━━━ Dataset records ━━━

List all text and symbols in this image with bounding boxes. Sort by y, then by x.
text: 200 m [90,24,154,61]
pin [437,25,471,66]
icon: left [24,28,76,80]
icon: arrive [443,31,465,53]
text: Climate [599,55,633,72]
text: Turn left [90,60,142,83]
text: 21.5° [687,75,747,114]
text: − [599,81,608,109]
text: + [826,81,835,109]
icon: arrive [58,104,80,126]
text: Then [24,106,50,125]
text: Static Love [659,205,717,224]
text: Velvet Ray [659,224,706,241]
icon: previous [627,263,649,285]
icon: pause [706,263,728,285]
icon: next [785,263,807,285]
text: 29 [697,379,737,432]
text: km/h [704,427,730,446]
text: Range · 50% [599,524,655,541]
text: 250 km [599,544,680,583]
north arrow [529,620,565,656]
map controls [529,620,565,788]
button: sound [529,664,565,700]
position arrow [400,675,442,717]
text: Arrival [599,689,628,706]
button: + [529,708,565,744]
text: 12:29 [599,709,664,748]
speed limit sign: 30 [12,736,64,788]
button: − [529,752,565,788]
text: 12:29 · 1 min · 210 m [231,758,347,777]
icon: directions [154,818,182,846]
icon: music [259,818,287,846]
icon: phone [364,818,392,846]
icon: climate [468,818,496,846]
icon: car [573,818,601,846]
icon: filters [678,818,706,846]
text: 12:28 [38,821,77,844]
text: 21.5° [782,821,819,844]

━━━
━━━ Dataset records ━━━

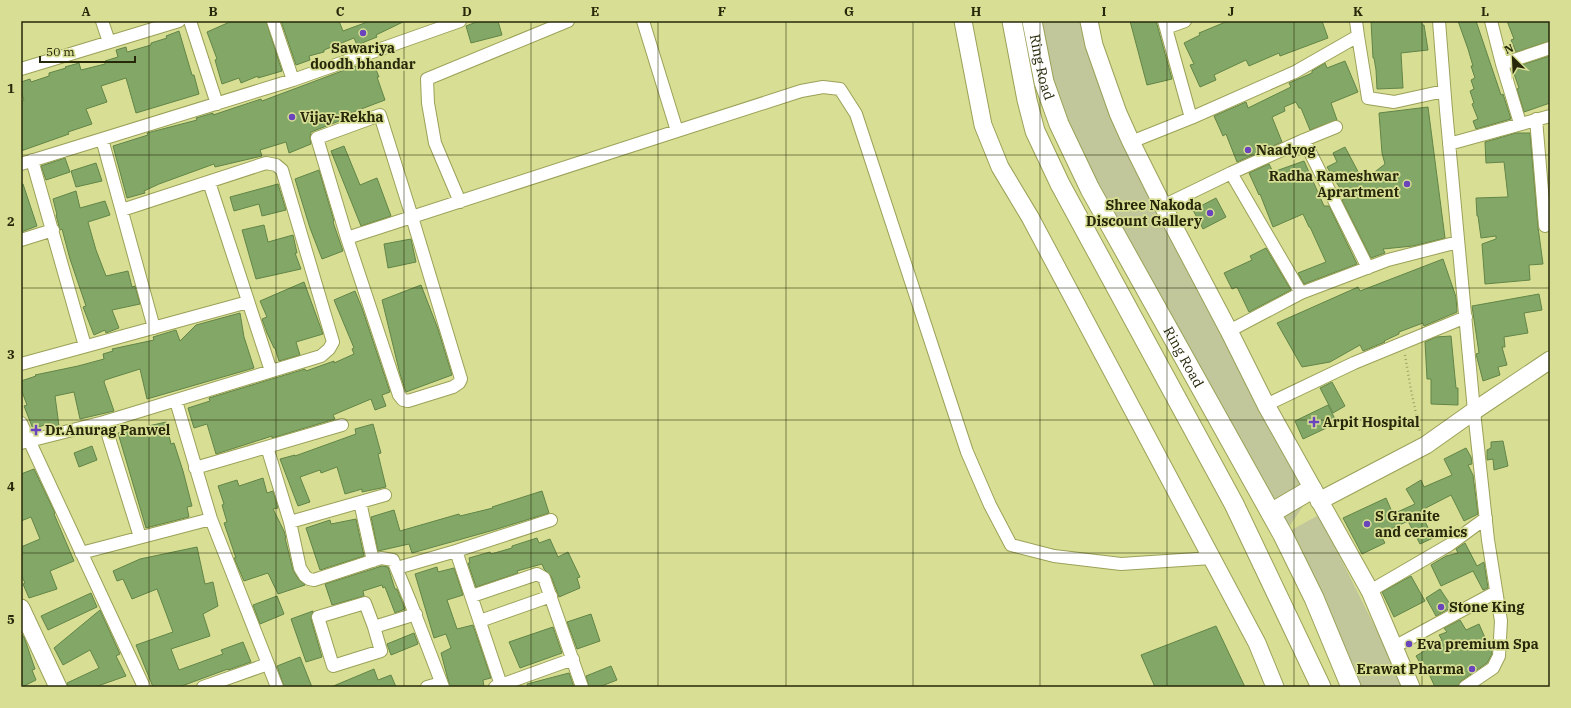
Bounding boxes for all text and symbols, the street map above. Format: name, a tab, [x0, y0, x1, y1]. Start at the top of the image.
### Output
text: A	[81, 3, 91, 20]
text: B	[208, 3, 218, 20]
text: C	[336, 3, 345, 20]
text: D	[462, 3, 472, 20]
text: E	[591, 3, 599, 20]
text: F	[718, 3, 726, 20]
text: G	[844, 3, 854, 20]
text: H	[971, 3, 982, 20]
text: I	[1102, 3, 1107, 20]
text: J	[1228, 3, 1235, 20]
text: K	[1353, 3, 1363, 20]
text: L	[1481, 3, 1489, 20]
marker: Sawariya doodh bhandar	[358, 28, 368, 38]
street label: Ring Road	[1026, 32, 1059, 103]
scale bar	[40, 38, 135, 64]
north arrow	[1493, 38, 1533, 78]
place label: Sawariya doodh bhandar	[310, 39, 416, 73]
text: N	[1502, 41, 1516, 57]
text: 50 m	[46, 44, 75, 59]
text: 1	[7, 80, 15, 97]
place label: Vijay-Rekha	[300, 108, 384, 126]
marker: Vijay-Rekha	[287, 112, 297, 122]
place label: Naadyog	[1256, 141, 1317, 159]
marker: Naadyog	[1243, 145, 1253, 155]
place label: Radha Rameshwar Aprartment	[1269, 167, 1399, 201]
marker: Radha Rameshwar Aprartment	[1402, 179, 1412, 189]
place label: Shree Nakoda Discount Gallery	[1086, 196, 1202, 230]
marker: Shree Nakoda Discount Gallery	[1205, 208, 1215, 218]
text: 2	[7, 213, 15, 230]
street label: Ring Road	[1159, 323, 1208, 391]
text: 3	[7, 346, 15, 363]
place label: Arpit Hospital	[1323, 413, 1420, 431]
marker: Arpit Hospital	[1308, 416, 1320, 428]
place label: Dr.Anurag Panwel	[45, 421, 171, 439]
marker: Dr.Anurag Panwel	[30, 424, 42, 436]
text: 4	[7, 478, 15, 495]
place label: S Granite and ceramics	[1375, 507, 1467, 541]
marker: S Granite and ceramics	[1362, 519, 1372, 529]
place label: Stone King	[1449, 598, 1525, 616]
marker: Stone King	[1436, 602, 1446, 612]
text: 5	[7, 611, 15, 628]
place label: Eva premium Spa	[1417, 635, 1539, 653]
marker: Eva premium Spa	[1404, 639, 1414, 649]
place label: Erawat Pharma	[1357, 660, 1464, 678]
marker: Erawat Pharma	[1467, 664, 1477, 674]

━━━
━━━ Dataset records ━━━

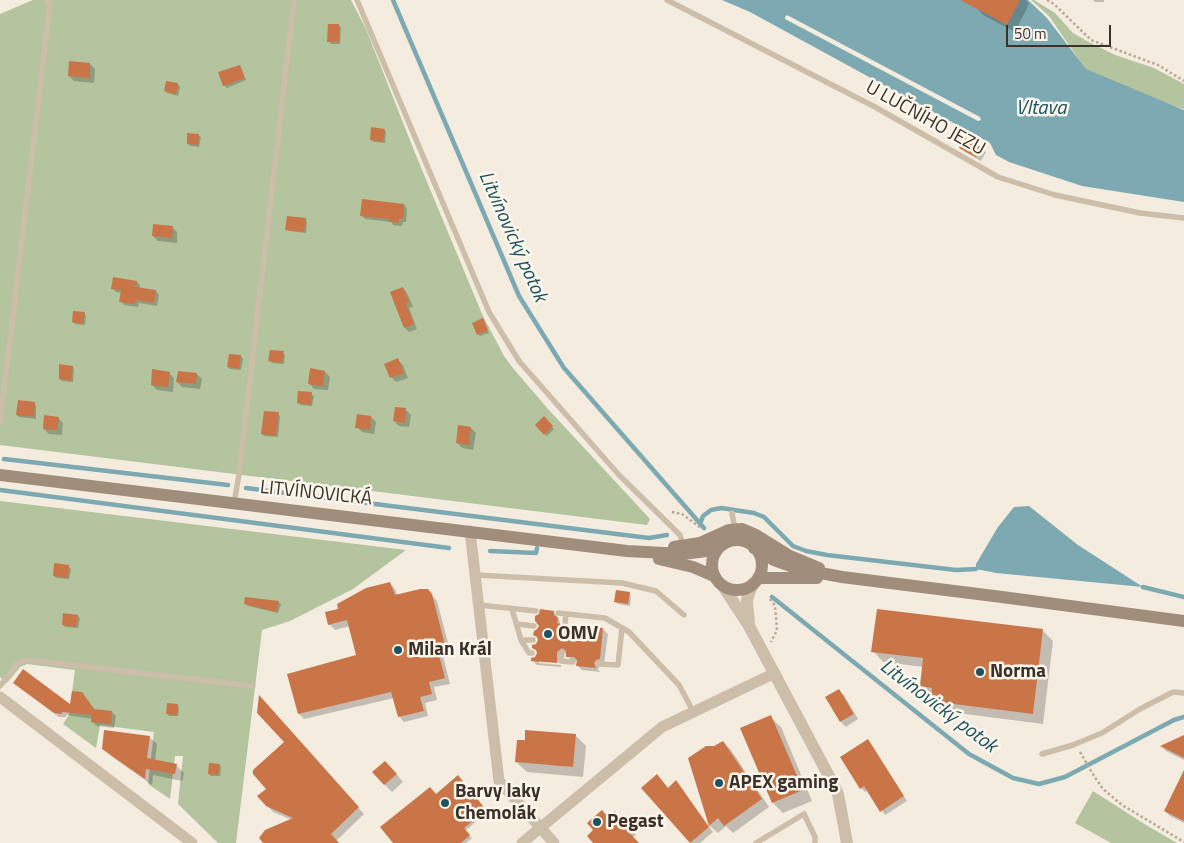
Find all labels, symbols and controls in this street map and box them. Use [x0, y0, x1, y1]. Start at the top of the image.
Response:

━━━

Assignment:
Tally up the lines holding the string "Start" in this listing, and report the total alone.

Output below:
2